My Louisiana Muse - Update #1 - THE ARTISTS - PART 1

What a great way to start December! I just spoke with 3 artists and scheduled phone calls w/ them for this weekend. I have to thank my mother and aunt for hooking me up with Louisiana Poet Laureate Darrell Bourque. I am honored to have him be a part of this project and i can't wait to collaborate with him on his portrait.

NOLA.com article on Darrell Bourque.

I have a call into an old friend this weekend, Dawn Dedeaux. I am over the moon excited to have her in this project. I have always respected her work and looked up to her aesthetic. To me she has always "lived for her art" that even her home is a museum of sorts. Even through her busy schedule as a Prospect 3 artist, she has found the time to talk with me about My Louisiana Muse.

Two local photographers i look up to, Michel Varisco and Frank Relle, are also participating. The way these two, i might add they do work independently, tell the story of how home, texture, and environment affect us in so many ways is paramount my project. I am honored to have them.

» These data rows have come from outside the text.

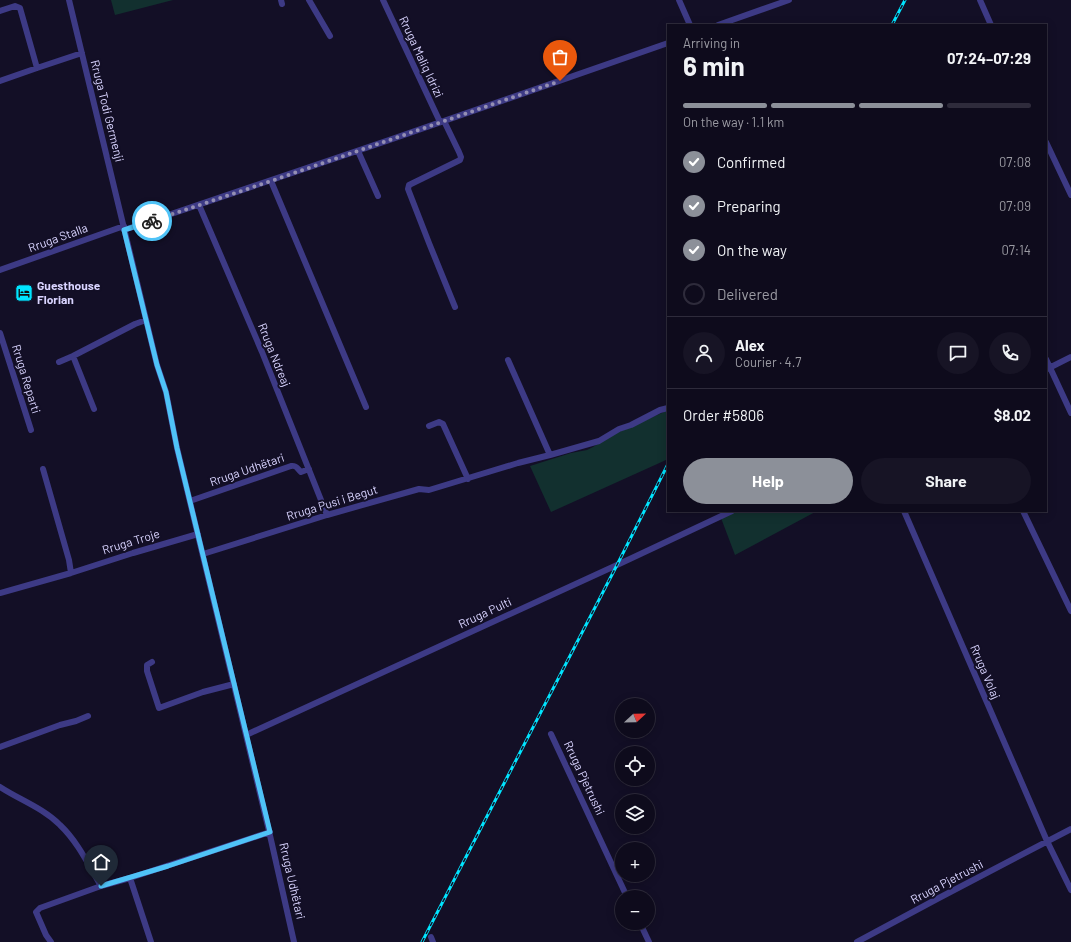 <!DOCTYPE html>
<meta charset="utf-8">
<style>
:root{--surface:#0e0b1c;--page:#171425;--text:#f1f3f6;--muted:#9b9ba3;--line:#2e2b3b;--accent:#8c9099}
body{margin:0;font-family:Barlow,sans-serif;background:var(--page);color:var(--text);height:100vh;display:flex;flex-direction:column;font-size:15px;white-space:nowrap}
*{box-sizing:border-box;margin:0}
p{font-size:13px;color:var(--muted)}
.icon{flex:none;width:22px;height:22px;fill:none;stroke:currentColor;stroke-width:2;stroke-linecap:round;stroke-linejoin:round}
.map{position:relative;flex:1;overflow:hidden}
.drawer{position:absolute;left:667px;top:24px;width:380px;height:488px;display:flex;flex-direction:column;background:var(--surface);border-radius:0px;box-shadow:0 2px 10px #0003,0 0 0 1px var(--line)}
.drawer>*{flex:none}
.needle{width:26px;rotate:68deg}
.buttons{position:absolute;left:615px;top:698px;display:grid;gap:8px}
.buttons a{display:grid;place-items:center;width:40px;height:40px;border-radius:50%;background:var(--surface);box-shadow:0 2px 10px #0003,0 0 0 1px var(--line);font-size:20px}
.pin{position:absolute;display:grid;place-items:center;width:34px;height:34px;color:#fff;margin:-41px -17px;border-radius:50% 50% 50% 0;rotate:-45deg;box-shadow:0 0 4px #0007}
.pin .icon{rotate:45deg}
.courier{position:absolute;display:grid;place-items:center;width:40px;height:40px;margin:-20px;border:3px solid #4fc3f7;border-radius:50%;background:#fff;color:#222;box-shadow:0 1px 5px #0007}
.overview em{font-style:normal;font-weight:700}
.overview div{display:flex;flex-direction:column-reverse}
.overview{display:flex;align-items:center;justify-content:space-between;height:68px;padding:0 16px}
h1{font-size:26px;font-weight:700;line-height:30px}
.bar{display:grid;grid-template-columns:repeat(4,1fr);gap:6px 4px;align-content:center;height:48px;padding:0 16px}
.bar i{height:5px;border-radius:3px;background:var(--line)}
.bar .active{background:var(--accent)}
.bar p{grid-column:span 4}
.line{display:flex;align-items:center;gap:10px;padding:0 16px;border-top:1px solid var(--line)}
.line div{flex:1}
.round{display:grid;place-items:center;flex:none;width:42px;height:42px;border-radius:21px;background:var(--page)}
ol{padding:0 16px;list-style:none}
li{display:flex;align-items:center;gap:12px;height:44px}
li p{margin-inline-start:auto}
li .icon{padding:4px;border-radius:50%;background:var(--accent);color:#fff;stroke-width:4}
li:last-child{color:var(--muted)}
li i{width:22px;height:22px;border:2px solid var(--line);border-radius:50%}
.cta{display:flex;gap:8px;margin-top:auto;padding:8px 16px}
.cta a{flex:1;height:46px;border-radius:24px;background:var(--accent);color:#fff;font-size:16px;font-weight:700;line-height:46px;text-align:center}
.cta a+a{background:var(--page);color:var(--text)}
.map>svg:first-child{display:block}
.green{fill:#12302f}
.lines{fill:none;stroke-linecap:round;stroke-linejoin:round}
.minor{stroke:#3d3a85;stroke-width:6}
.rail-casing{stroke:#00e5ff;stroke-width:3}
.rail{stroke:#130f26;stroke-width:1.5;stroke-dasharray:4.5;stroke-linecap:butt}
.done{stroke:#948fb3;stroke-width:4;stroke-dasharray:0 7.2}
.route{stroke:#4fc3f7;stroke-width:5}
.labels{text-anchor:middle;stroke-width:4;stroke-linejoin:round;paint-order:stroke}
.street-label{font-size:12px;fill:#d9d4ff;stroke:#130f26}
.poi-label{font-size:12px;font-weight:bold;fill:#d9d4ff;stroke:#130f26;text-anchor:start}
</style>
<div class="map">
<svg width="1071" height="942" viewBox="0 0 1071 942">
<rect width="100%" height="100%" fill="#130f26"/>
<path class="green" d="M111 0H173L115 15Z
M664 412H668V456L666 460 551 512 530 466 571 453 587 450 593 447 612 435Z
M735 511H817L735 555 721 518Z"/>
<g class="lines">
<path class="minor" d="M69 0 157 365 166 392 177 448 269 831 294 942
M281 0 282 4
M309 0 330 36
M383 0 440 122
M679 0 690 25
M980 0 991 25
M0 11 15 6 20 8 37 68
M718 25 789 0
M0 81 37 68 82 53
M444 121 459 152 461 157 460 160 409 185 408 189 429 243 455 307
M1046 142 1071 195
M358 151 378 196
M271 181 366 407
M199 205 262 352 327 515
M124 230C306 169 487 107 668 43
M0 270 124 226
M0 333 31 430
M73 356 94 409
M1046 359 1071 413
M508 360 550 455
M59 362 73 356 135 324 146 320
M1047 369 1071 357
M429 426 439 422 443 424 468 479
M43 469 69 560 71 573
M190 501 291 466C297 465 297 469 301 472L309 469
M904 511 1047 841 1071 890
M1023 511 1071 611
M203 554 327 515 419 489 429 490 518 463 550 455 599 441 619 429 631 425 660 410 668 408
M0 593 71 573 133 553 198 534
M152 662 147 665V671L159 708 203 692 234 684
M551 734 627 897
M246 735 617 565 732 511
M0 747 60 725 76 721 88 716
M0 787C20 800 43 808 60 825 78 842 89 866 101 886
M130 878 151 942
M640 923 649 942
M431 937 433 942
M51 942 46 935 36 912 40 908 101 886 130 878 270 832
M857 942 937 899 1071 829"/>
<defs>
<path id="rail" d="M892 25 905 0
M422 942 617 565 668 464"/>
</defs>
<use href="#rail" class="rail-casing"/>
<use href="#rail" class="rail"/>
</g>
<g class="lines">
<path class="done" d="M152 221 271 181 560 81"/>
<path class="route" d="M101 886 168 866 270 832 177 448 166 392 157 365 124 230 152 221"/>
</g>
<defs>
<symbol id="hotel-square" viewBox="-11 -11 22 22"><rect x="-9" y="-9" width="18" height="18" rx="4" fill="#00e5ff" stroke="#130f26"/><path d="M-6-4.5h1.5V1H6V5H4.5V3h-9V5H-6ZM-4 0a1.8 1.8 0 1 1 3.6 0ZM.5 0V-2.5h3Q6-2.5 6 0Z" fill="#111"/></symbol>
</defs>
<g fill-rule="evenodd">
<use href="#hotel-square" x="14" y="283" width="20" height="20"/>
</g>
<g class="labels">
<g class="street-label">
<text transform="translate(421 57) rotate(65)" y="4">Rruga Maliq Idrizi</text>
<text transform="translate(107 111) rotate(76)" y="4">Rruga Todi Germenji</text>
<text transform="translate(58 238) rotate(-20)" y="4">Rruga Stalla</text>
<text transform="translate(274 355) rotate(68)" y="4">Rruga Ndreaj</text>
<text transform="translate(26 379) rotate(73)" y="4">Rruga Reparti</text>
<text transform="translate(247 470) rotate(-19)" y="4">Rruga Udhëtari</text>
<text transform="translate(332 503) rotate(-17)" y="4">Rruga Pusi i Begut</text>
<text transform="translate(131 542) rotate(-17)" y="4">Rruga Troje</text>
<text transform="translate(485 613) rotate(-25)" y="4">Rruga Pulti</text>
<text transform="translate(985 672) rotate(67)" y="4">Rruga Volaj</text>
<text transform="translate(584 778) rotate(65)" y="4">Rruga Pjetrushi</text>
<text transform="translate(292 881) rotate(77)" y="4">Rruga Udhëtari</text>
<text transform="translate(947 882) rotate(-28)" y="4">Rruga Pjetrushi</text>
</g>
<g class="poi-label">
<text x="37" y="290">Guesthouse<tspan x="37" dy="14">Florian</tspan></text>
</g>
</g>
</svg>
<div class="buttons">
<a><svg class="needle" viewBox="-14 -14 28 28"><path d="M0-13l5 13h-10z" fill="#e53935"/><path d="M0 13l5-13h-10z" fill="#9b9ba3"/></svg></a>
<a><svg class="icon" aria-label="locate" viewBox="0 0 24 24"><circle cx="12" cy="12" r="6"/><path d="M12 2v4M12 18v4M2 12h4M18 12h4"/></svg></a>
<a><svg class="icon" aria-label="layers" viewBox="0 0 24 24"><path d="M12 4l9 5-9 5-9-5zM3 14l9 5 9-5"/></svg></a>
<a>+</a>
<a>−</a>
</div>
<div class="pin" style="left:560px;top:81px;background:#ea580c"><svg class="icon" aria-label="bag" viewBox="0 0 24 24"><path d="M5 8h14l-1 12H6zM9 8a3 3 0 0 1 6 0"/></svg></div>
<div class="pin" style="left:101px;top:886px;background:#1f2937"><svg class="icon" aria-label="home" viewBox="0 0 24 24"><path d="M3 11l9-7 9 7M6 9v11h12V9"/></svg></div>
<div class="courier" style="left:152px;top:221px"><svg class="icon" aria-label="bike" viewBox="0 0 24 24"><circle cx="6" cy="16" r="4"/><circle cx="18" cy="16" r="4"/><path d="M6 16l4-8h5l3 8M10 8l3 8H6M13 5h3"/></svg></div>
<section class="drawer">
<div class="overview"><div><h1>6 min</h1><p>Arriving in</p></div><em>07:24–07:29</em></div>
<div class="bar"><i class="active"></i><i class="active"></i><i class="active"></i><i></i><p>On the way · 1.1 km</p></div>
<ol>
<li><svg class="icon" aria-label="check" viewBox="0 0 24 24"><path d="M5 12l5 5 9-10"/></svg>Confirmed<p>07:08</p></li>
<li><svg class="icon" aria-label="check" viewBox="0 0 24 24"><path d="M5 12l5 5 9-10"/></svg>Preparing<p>07:09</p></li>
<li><svg class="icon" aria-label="check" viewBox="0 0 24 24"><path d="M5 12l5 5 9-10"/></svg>On the way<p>07:14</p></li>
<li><i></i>Delivered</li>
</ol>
<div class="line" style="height:72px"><a class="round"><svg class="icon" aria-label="person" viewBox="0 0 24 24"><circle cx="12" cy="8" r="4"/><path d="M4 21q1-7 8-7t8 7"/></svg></a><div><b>Alex</b><p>Courier · 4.7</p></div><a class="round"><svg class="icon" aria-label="chat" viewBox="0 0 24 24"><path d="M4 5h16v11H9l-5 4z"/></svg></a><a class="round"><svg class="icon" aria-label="phone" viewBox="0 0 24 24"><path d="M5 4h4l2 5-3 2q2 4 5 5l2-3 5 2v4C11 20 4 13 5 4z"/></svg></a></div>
<div class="line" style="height:52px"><div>Order #5806</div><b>$8.02</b></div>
<div class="cta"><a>Help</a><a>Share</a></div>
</section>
</div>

Marsh Degradation, ©Michel Varisco


Two very close friends, Nick Slie and Moose Jackson are going to be a big part of MLM. Nick is a founding member of Mondo Bizarro and active member of local New Orleans theatre movements such as Art Spot and Catapult. His last production Cry You One, received critical acclaim and continues to tour the country after making its' debut in early 2014.

Moose Jackson is an acclaimed poet and playwright who resides in New Orleans but his inspiration runs deeper than just this city. I first met Moose right after the BP Oil Spill, and spent some very important times w/ him as we documented the affected coastal communities like Delacroix and Ycloskey.

Moose Jackson, 2014. Shot at my studio


I am also looking forward to speaking with artist Melissa Bonin who resides in Iberia Parish. Her lush swamp-scapes and informative story lines will make a great addition to the grown MLM family. Also due for a talk this week is photographer Jenny Ellerbe. I love her easy to digest, stark photographs of rural Louisiana. We all have so much to learn from the Walker Evans approach to documentary photography - not that Jenny adheres to this in a strict way - but i feel it.